We bear the weight of the Lord, and we cannot tell any other story.
How quiet the hay loft is at 3 a.m., the past so far away it can just barely be sensed.
Watering the garden alone at dusk, needing this life to be another way, as always - still - learning to live.
Spider webs on the electric fence, no sign of the spider, what doesn't turn me on.
Crickets in the pasture, for those with ears.
Chrisoula's new obsession with fireflies, both of us near midnight outside watching them, discerning the code, all of us together a light undoing the darkness.
What else was underfoot at Golgotha.
One's theology unravels, one stops looking for any bottom.
Swimming slowly through the lake, the shore receding, growing old.
Now we are organized, what does the boss want?

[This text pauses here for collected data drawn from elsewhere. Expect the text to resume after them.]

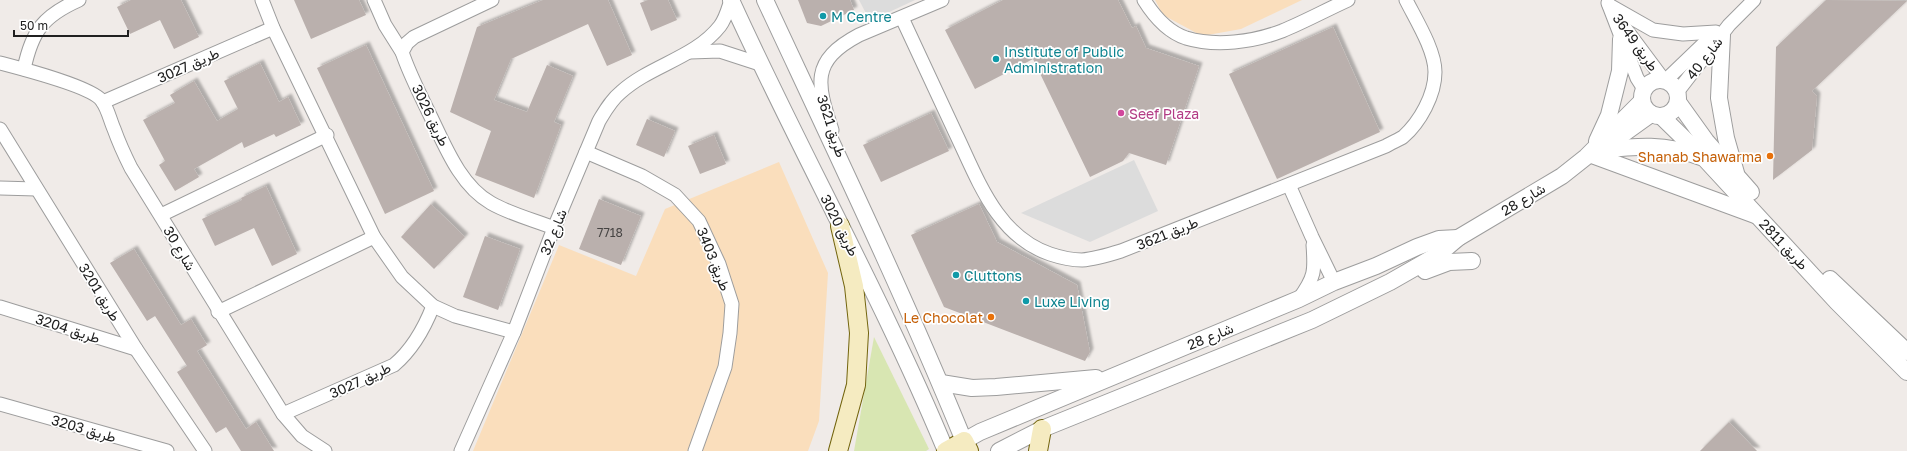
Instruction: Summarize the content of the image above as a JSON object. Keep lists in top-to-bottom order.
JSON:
{
  "streets": {
    "street": [
      "طريق 3649",
      "شارع 40",
      "طريق 3027",
      "طريق 3026",
      "طريق 3621",
      "شارع 28",
      "طريق 3020",
      "شارع 32",
      "طريق 2811",
      "شارع 30",
      "طريق 3403",
      "طريق 3201",
      "طريق 3204",
      "طريق 3203"
    ]
  },
  "crossings": [
    ["طريق 3649", "شارع 40"],
    ["طريق 3649", "شارع 28"],
    ["طريق 3649", "طريق 2811"],
    ["شارع 40", "شارع 28"],
    ["شارع 40", "طريق 2811"],
    ["طريق 3027", "شارع 30"],
    ["طريق 3026", "شارع 32"],
    ["طريق 3621", "طريق 3020"],
    ["شارع 28", "طريق 3020"],
    ["شارع 28", "طريق 2811"],
    ["شارع 32", "طريق 3403"],
    ["طريق 3201", "طريق 3204"]
  ],
  "places": [
    "M Centre",
    "Institute of Public Administration",
    "Seef Plaza",
    "Shanab Shawarma",
    "Cluttons",
    "Luxe Living",
    "Le Chocolat"
  ],
  "house_numbers": ["7718"],
  "scale_bar": "50 m"
}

Flowers I cannot name, dreams which pass mostly unnoticed.
We who do not disdain our role as messenger.
Briefly four a.m. is holy again, I stand outside with coffee beside empty Main Street, the cosmos breathing me in and out.
Falling asleep before we can talk about our day, that sorrow.
In my heart are many salmon refusing the upstream push.
Abrogations.
Abhishiktananda's insistence that being was communal.
She wakened something in me, and loved it as Grandmother loves the bear, and we deepened and became beautifuler accordingly.
We are revealed in sex, pried open by lights that long to extend themselves.
Even to think about looking for Jesus obscures the means by which Christ is revealed as our identity.